The Greater Good Award is given to a professional who has given exemplary service to society and/or has provided extraordinary charity or leadership in serving his/her community. This year’s recipient was Mary M. Holmes, executive director of the Cumberland Community Foundation (CCF). Under her leadership, the Foundation has grown from $7 million to $70 million in assets, which are mostly endowed unrestricted, designated, and scholarship funds. Before joining the CCF, Holmes worked as a commercial banking executive. She has served on numerous local and statewide boards of directors, including the Cape Fear Regional Theatre, Fayetteville Chamber of Commerce, Fayetteville State Foundation, N.C. Center for Nonprofits, Community Foundations Serving N.C., and the N.C. Network of Grantmakers.
Outstanding Woman Entrepreneur is a North Carolina resident who owns, has established, or manages a small business. The award committee will also consider the individual's creativity, innovativeness, and personal contributions to and involvement with the community. This year the award went to Lisa Saleeby-Powell, president of Future Unlimited, which owns five McDonald’s restaurants in Cumberland County. Saleeby-Powell has won numerous civic and business awards, including the Regional People Award from McDonald’s for “developing people and leveraging their strengths.” In the community, she currently serves as the chair of the Methodist University Board of Visitors and has also been involved with the Kiwanis Club, Operation Insasmuch, Village Baptist Church, The American Red Cross, Patriot Hut, and the Ronald McDonald House.
The Silver Spoon Award is given to a person who, though not born with the proverbial spoon in his/her mouth, has originated and built a successful business recognized for its uniqueness in planning, production, or some other aspect of its operation. This year’s winner was James J. Townsend ’80, president and founder of InfoStrat, an IT Solutions company in Washington, D.C. He is considered a leading expert on Microsoft solutions for government, and a pioneer of Microsoft Dynamics CRM as a development platform. He has published multiple articles and books on software development, and is the publisher of “The Townsend Report,” a blog about Microsoft Dynamics, startup companies, customer service, and information technology in the public sector.
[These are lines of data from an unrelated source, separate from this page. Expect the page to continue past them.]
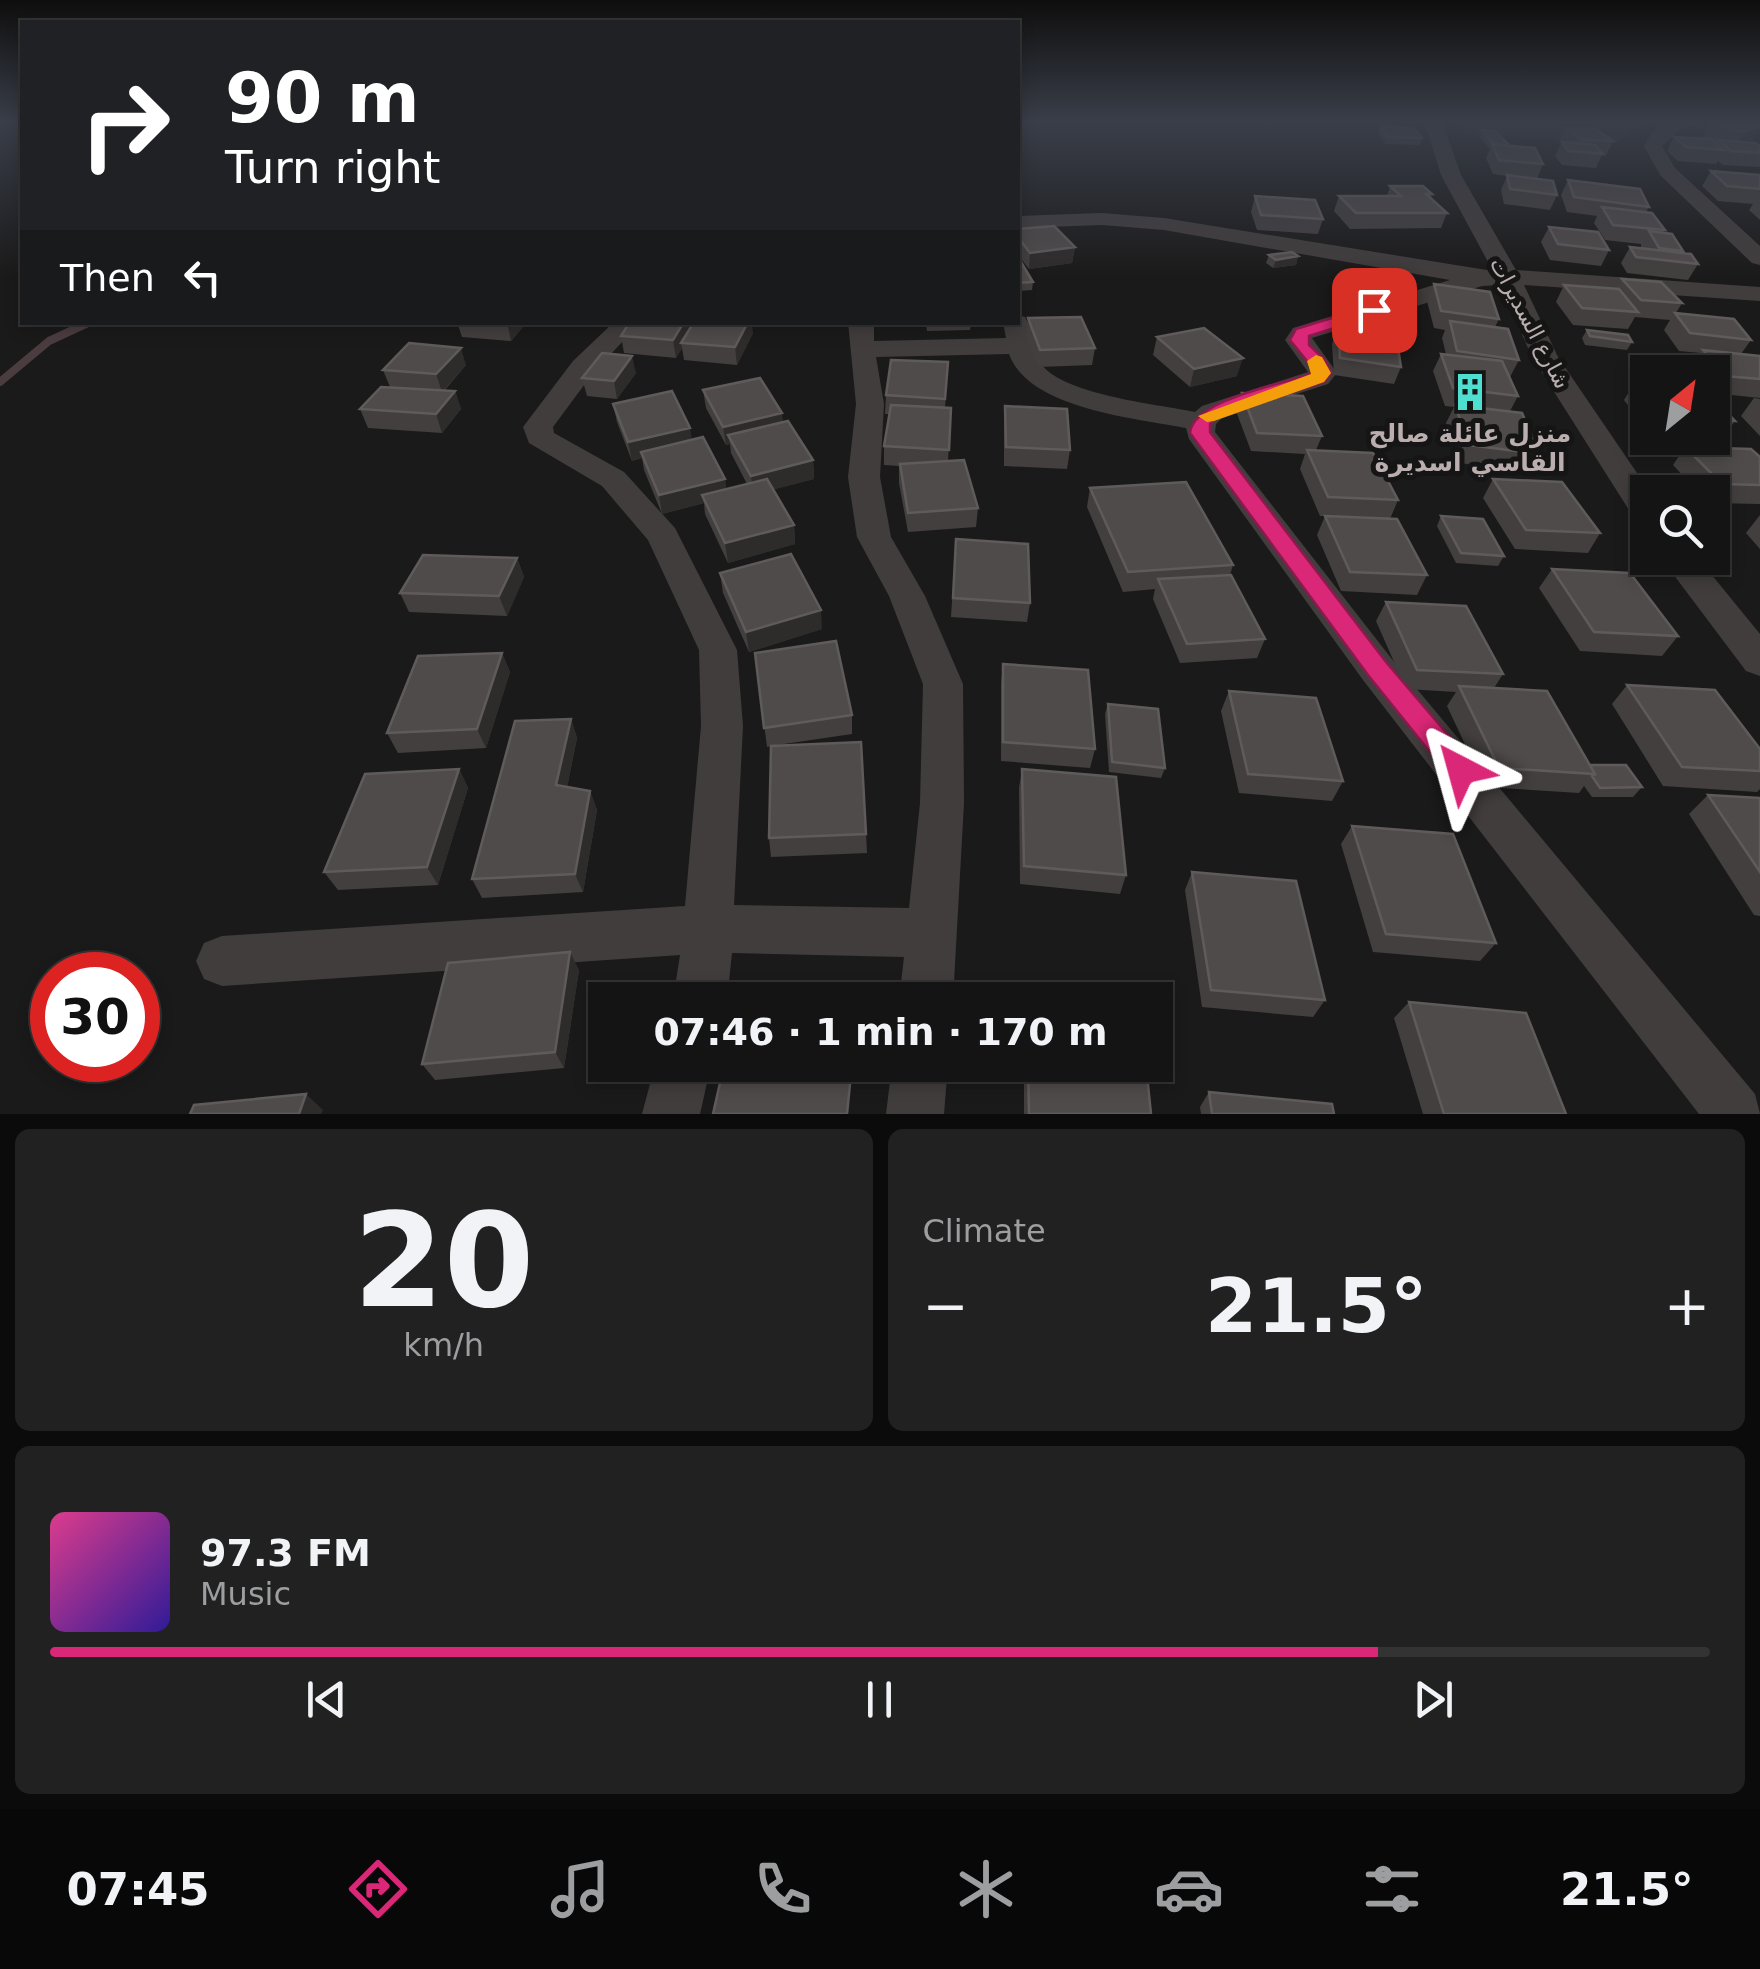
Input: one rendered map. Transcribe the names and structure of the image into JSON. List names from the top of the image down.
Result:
{
  "streets": {
    "street": ["شارع السديرات"]
  },
  "places": {
    "building": ["منزل عائلة صالح القاسي اسديرة"]
  },
  "north": "top right",
  "page": {
    "turn": ["90 m", "Turn right"],
    "then": "Then",
    "limit": "30",
    "trip": "07:46 · 1 min · 170 m",
    "tile": [
      ["20", "km/h"],
      "Climate"
    ],
    "heat": ["−", "21.5°", "+"],
    "song": ["97.3 FM", "Music"],
    "tabs": ["07:45", "21.5°"]
  }
}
The Small-Business Excellence Award goes to a business that employs fewer than 300 persons and generates revenue of less than $15 million per annum. The award committee will also consider the creativity of the business, the uniqueness of the product, the employees' welfare and the contributions of the business to its community. This year, the award went to Zan Monroe, owner of The Monroe Company and CEO of The Fayetteville Regional Association of REALTORS. Monroe began taking public speaking engagements for the state REALTOR® organization. The experience reminded him of how much he enjoyed teaching others and led him to start his speaking and consulting company in 1995, as well as go on to publish books and audio presentations.
About the speaker
After watching his family’s business nearly hit rock bottom, Jeremy Miller was forced to take a hard look at the way the company was run and at their industry as a whole. Miller realized it wasn’t his company’s sales people or marketing processes that were failing, it was the brand. This insight caused him to regroup, revamp, and rebrand the business. Within a year, the company turned the corner and rocketed into growth mode and in 2013 he sold the business.
It was this experience that compelled Miller to embark on a decade-long study of how companies grow recognizable, memorable brands — what he calls Sticky Brands. Since 2005, Miller and his team have interviewed and profiled hundreds of companies across dozens of industries.